Sat in wooden pews with a two-metre (six-feet) high inflatable Santa Claus and a Christmas tree placed at the back, many cradled young children as a sermon was delivered with other youths playing in the church's courtyard.
Atop the church stood two Iraqi security forces members with rifles, while people who wanted to go inside were frisked at the entrance to the church compound, surrounded by four-metre (12-feet) tall blast walls and concertina wire.
"This is our first Christmas at this church since the attack," said 40-year-old Nasrat, one of the worshippers. "We are feeling very happy about the reopening of the church."
"Despite the painful attack, the church now looks even more beautiful than before."
Nasrat, who only gave his first name, was referring to an attack on October 31, 2010, when militants stormed the church and killed 44 worshippers, two priests, and seven security force personnel.
Photos of the two priests killed are now posted on either wing of the church, ribbons have been tied across the columns inside, and whereas the building's windows were shattered in the attack, they have since been replaced with stained glass and wood panelling.
Though church services still took place in the aftermath of the attack, it was officially reopened on December 14.
Three men convicted in connection with the massacre have since been sentenced to death.
"When the attack happened, all Iraqis felt deep pain, not just me, because an attack on a church is an act of a non-believer," said Ghassan Idmon Shamun, another worshipper. "Today I feel great coming to this church."
"Thankfully the situation is improving for us Iraqi Christians -- people are coming in, and attending the mass, and there is security present."
The 50-year-old added: "Before, I thought about leaving Iraq, but now as the situation has improved, I am not thinking about leaving anymore."
Iraq's Christian community is one of the oldest of its kind in the world.

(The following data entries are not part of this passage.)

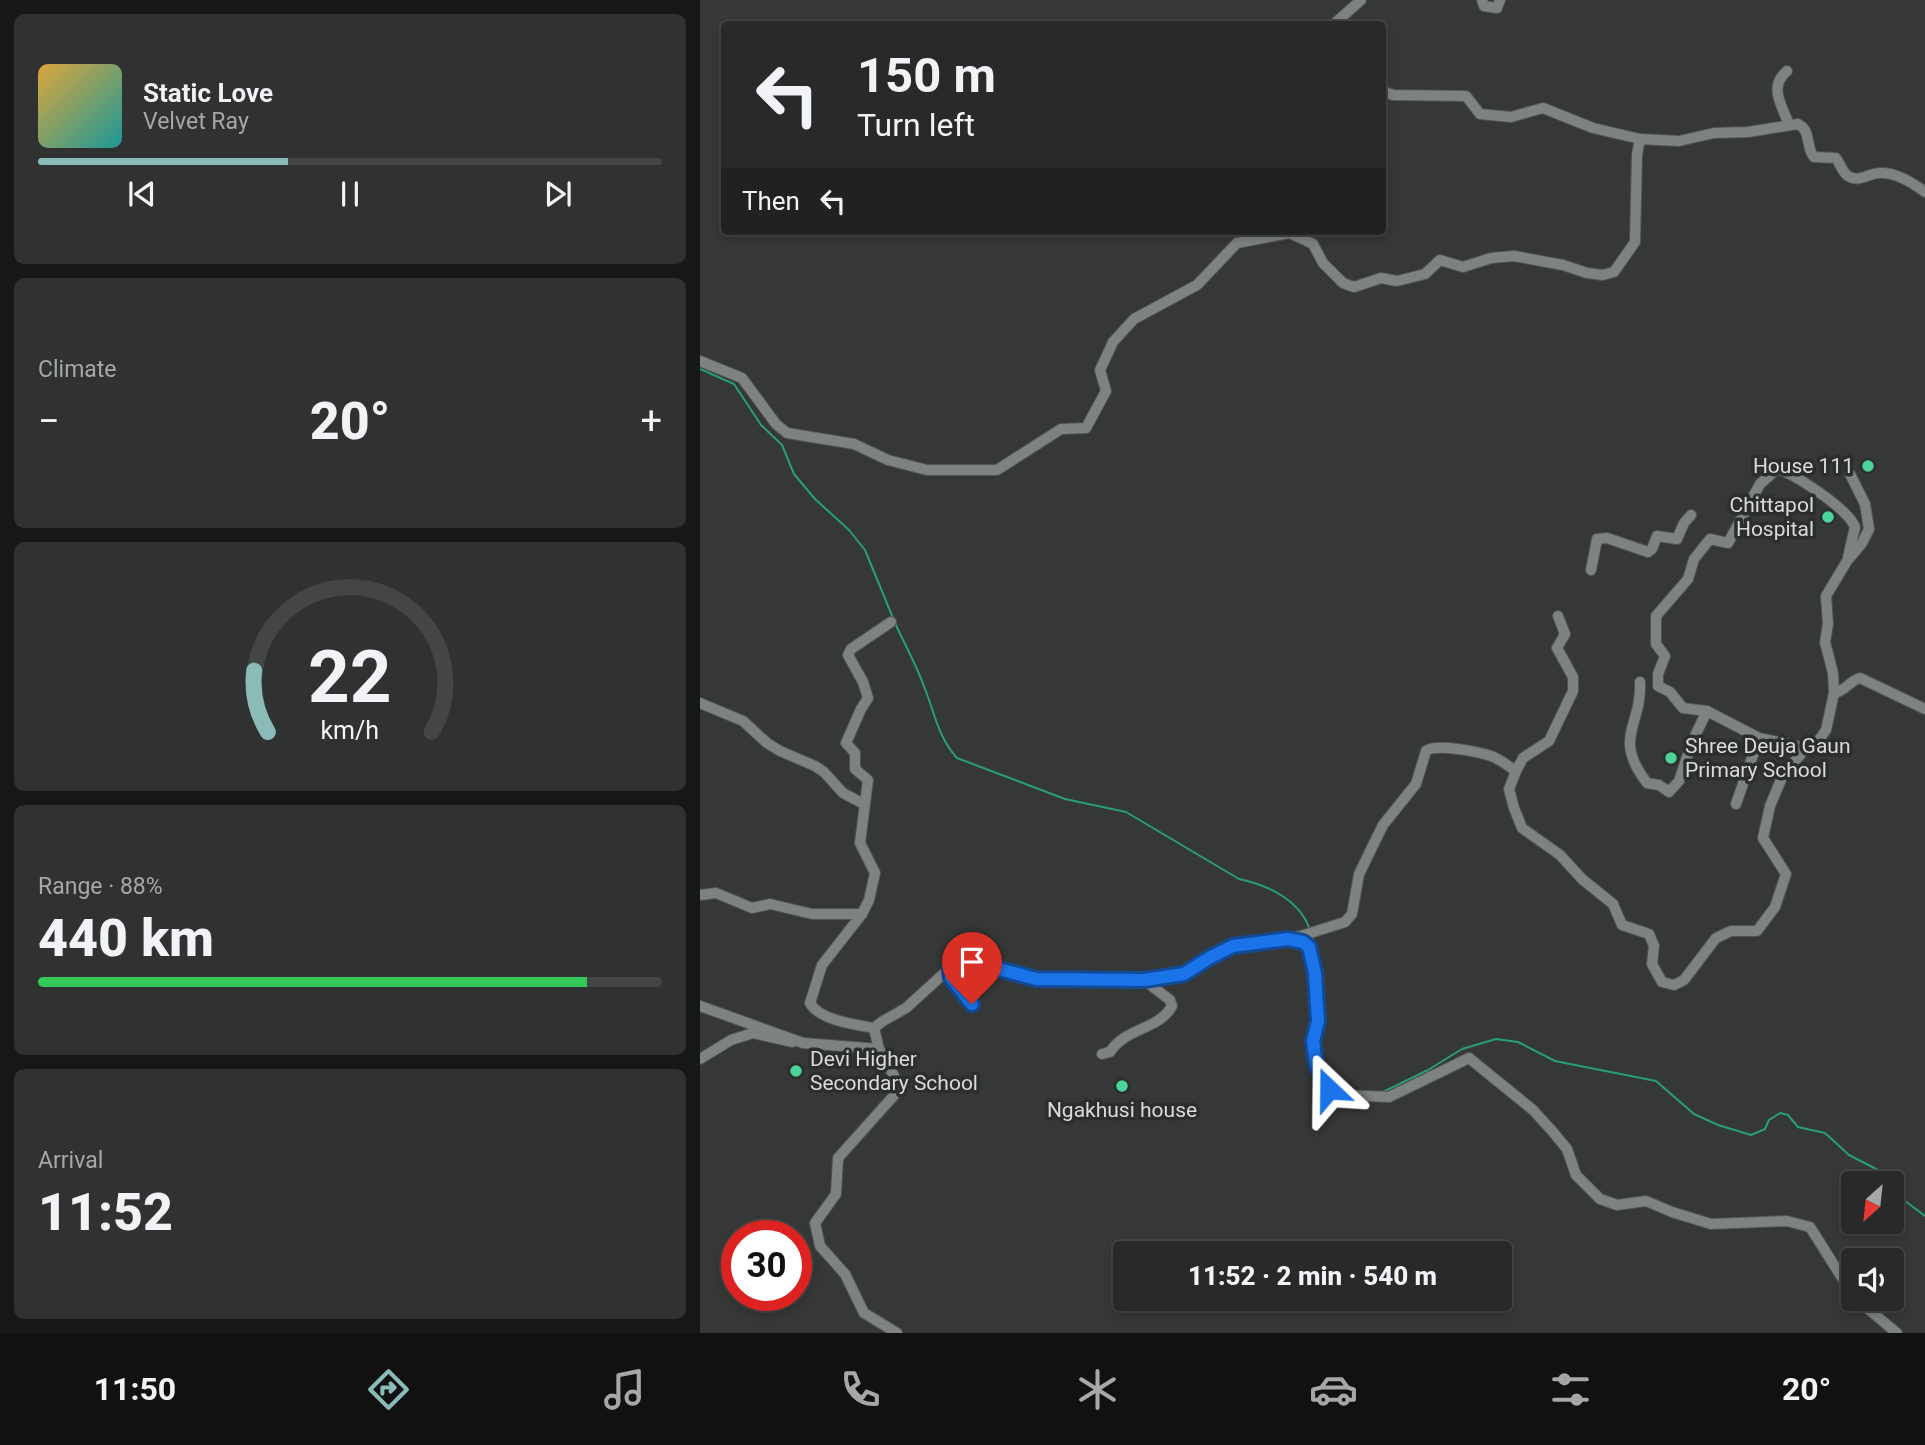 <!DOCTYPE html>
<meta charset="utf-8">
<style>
body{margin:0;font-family:Roboto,sans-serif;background:#303231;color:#f1f3f6;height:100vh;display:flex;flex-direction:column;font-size:26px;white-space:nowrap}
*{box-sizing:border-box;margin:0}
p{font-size:23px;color:#a5a7a8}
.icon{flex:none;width:38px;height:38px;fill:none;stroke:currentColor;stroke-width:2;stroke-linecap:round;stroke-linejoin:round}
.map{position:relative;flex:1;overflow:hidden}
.sheet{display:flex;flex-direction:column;gap:14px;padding:14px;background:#161717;width:700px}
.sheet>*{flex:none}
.top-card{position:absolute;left:21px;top:21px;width:665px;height:214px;border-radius:7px;box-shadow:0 4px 10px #0003,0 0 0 2px #444646;background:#282a29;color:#f1f3f6;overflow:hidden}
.needle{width:46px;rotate:207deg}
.tools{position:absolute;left:1141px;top:1171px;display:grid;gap:14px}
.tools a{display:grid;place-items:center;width:63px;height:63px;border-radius:7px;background:#282a29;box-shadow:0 4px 10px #0003,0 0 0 2px #444646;font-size:35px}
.speed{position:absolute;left:21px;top:1220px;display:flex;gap:14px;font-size:35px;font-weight:700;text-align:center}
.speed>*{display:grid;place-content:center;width:91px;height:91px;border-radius:50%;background:#282a29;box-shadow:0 4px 10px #0003,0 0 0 2px #444646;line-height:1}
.speed .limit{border:10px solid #d22;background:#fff;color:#111}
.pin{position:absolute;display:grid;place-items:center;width:60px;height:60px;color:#fff;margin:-72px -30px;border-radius:50% 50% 50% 0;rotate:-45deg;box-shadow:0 0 7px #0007}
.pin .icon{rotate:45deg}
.me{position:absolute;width:77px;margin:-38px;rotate:337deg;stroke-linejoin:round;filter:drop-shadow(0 0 5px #0008)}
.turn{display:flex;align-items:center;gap:24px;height:147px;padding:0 21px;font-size:32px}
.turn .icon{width:91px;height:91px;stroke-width:2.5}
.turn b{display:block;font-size:49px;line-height:60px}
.then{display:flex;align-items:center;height:66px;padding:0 21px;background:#0003;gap:14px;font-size:26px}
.big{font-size:52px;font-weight:800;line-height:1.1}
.sheet .tile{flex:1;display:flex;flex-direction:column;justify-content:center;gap:10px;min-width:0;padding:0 24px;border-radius:10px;background:#303231}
.sheet .dial{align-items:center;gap:0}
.dial svg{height:182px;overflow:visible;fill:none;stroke:#444646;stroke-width:7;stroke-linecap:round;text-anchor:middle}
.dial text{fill:#f1f3f6;stroke:none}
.song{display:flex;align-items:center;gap:21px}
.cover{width:84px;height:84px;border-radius:10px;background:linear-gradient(135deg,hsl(40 70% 55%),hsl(180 70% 35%))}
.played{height:7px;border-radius:4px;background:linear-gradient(90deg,#8bbbb9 40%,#444646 40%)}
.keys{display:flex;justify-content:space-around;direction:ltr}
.heat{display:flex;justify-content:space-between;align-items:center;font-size:38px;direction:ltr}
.charge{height:10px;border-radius:5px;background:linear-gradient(90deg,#34c759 88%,#444646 0)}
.trip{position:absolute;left:413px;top:1241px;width:399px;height:70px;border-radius:7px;background:#282a29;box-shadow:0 4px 10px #0003,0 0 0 2px #444646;font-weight:800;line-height:70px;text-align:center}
.tabs{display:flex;height:112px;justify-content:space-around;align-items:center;background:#101110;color:#a5a7a8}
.tabs .icon{width:49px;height:49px}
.tabs .current{color:#8bbbb9}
.tabs b{font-size:32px;color:#f1f3f6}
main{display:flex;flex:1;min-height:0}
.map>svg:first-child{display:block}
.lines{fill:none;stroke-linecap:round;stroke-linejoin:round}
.stream{stroke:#299f71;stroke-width:2}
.minor-casing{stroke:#525453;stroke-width:12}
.minor{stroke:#7e8280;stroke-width:10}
.route-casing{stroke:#114b97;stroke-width:18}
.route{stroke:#1a73e8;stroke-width:12}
.poi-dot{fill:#4cd39a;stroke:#2b2e2d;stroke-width:2.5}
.labels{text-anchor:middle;stroke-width:7;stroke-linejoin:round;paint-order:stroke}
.poi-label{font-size:21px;fill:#d9dbda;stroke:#2b2e2d;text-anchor:end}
</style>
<main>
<section class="sheet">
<div class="tile">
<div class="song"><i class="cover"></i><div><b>Static Love</b><p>Velvet Ray</p></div></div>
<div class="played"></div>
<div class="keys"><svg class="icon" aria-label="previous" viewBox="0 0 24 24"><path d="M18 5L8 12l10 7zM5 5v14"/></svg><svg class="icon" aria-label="pause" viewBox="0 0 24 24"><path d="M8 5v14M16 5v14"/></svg><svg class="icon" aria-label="next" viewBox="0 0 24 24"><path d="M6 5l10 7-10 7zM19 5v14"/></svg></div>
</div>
<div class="tile"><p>Climate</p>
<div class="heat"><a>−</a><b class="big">20°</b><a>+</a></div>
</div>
<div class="tile dial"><svg viewBox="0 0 100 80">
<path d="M14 69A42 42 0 1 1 86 69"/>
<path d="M14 69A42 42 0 0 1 8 42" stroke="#8bbbb9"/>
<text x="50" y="56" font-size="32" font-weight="700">22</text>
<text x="50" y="72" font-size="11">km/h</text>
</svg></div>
<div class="tile"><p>Range · 88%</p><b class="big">440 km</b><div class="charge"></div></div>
<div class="tile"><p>Arrival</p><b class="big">11:52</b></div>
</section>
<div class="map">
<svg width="1225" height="1333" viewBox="0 0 1225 1333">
<rect width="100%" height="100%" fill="#353837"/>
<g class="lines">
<g class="stream">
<polyline points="0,369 34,384 61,425 82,445 94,474 115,499 149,530 165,550 193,618"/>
<path d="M195,623C205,645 217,666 225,689C235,714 238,737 257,758L365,799L426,812L539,879C568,885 600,900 610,930"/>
<path d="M612,935C621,963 624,990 622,1019"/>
<path d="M621,1028C618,1049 623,1066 632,1084L647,1090"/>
<polyline points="656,1091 683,1092 728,1070 762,1049 796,1039 818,1042 855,1061 956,1081 994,1114 1018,1125 1051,1135 1065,1129 1069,1120 1080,1113 1088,1115 1098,1127 1125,1133 1149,1155 1182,1172 1186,1183"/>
<polyline points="1192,1191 1225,1216"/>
</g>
<g class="minor-casing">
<g id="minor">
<polyline points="782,0 784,6 797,8 800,0"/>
<polyline points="634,24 661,0"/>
<path d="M1087,71C1068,87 1082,105 1089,125"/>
<path d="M682,91L693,95L766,96L780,114L811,117L843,108L893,128L940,139L979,141L1014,133L1048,132L1098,124C1112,131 1105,147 1114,157L1136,158C1140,163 1142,172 1148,176C1159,183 1169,173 1180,173C1195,172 1213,183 1225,192"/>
<polyline points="0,361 42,378 76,424 87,433 154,444 188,460 227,470 297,470 361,429 386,428 406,391 400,370 413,342 434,319 497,285 537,243 590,233 613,244 623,263 643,283 654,287 681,278 697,281 725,274 740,260 763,267 791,258 814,256 863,265 887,273 903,275 914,272 935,242 937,155 940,139"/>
<polyline points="891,570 897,539 907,538 948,552 952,549 957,536 977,539 984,523 991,515"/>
<polyline points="858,616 865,634 857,648 873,677 873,691 849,741 823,758 816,771 809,789 814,808 822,828 860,855 882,879 913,904 922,925 949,934 954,946 952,964 962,982 974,985 984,980 1016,938 1031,931 1057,931 1075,907 1086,874 1063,838 1070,806 1083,775 1106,748"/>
<path d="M940,682C942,727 912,737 947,783L959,785L969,792L979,781L992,742L1007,711L1059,738L1106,748L1117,743L1126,730L1134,693L1133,673L1125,642L1128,624L1126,596L1147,561L1162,543L1169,529L1165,504L1150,474"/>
<path d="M1134,693C1146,691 1149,681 1160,678L1225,709"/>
<polyline points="0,703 43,721 67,743 80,751 115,766 124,772 143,793 164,804"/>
<path d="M1007,711L983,708L970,692L958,686V674L965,656L956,644V616L988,579L994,559L1010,539L1028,543L1060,484L1076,470H1081C1100,478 1148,509 1155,527L1148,557"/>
<polyline points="1036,804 1059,738"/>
<polyline points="0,895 16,893 52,908 70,904 112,914 162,914"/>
<polyline points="592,940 603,942 609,947 615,973 618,1021 613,1041 616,1064 629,1089 642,1095 689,1097 769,1058 833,1110 853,1132 867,1149 876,1175 900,1199 917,1205 946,1201 972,1212 1011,1224 1087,1221 1110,1227 1153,1295"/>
<polyline points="250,968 252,978 272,1004"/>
<polyline points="0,1006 103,1043 179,1049"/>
<path d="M174,1028C156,1025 119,1020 110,1003L122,965L162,914L169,900L175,873L160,843L168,780L155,769V753L146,743L161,709L168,698L163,682L148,655L151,649L191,622"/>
<path d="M402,1054L410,1052C426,1027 459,1030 472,1006L470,1000L444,980"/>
<polyline points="0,1059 31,1040 53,1033 92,1042"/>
<polyline points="1155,1298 1197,1333"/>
<path d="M197,1333L164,1313L145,1274L120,1246L115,1223L136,1194L138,1158L198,1091V1083L179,1049L174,1028L183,1021L206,1008L250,968L277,963L336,979L444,980L484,974L509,958L533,946L601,936L645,922L652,914L659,874L683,825L716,784L726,751C736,743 779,752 791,756C800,759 808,766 816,771"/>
</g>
</g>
<use href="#minor" class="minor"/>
</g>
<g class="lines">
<g class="route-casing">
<polyline id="route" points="272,1004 251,978 250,968 277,963 336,979 444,980 484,974 509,958 533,946 588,939 603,942 609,947 615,973 618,1021 613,1041 616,1064 629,1089"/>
</g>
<use href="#route" class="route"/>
</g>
<g class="poi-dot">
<circle cx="1168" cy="466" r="7"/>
<circle cx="1128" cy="517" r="7"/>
<circle cx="971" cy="758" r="7"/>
<circle cx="96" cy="1071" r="7"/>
<circle cx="422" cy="1086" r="7"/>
</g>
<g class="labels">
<g class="poi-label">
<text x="1154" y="473">House 111</text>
<text x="1114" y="512">Chittapol<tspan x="1114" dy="24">Hospital</tspan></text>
<text x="985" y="753" text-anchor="start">Shree Deuja Gaun<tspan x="985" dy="24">Primary School</tspan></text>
<text x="110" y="1066" text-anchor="start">Devi Higher<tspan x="110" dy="24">Secondary School</tspan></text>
<text x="422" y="1117" text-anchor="middle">Ngakhusi house</text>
</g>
</g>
</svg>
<div class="tools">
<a><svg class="needle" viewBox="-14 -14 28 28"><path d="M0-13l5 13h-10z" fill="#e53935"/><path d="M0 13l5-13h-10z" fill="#a5a7a8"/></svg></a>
<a><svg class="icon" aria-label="sound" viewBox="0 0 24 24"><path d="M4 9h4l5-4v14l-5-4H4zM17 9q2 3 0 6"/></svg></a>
</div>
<div class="speed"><div class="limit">30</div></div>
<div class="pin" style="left:272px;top:1004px;background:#d93025"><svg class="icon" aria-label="arrive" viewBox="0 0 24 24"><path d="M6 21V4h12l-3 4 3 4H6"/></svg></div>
<svg class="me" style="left:629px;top:1089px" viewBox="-20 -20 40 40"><path d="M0-17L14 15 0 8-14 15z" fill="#1a73e8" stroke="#fff" stroke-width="4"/></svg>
<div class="trip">11:52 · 2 min · 540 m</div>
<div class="top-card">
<div class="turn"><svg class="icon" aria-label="left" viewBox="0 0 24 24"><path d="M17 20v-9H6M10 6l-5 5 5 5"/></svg><div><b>150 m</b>Turn left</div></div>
<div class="then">Then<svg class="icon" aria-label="left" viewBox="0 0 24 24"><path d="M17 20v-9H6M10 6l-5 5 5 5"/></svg></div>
</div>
</div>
</main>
<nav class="tabs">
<b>11:50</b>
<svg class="icon current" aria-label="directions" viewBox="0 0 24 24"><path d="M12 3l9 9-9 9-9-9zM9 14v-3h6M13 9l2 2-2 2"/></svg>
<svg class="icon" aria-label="music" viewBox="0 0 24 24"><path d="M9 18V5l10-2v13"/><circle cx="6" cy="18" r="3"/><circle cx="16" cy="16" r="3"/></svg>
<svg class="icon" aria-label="phone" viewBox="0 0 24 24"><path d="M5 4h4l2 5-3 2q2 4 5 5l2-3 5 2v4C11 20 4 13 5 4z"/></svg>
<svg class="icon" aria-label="climate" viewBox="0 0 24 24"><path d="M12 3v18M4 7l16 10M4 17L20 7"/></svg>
<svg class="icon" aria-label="car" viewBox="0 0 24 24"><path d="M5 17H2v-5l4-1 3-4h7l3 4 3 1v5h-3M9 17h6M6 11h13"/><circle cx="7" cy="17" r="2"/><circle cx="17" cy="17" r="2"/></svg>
<svg class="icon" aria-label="filters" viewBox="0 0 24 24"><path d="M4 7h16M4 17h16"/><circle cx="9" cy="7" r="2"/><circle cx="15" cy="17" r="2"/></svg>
<b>20°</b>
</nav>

But along with other Iraqi Christians, they suffered persecution, forced flight and killings in the aftermath of the 2003 US-led invasion.
Before 2003 there were more than a million Christians living in Iraq. Now they number around 450,000.
According to the UN refugee agency, many thousands fled after the 2010 attack, and from 2003 to May 2012, some 900 Christians were killed, while 200 were kidnapped, tortured and ultimately released for exorbitant ransoms, according to the Hammurabi Human Rights Organisation in Iraq.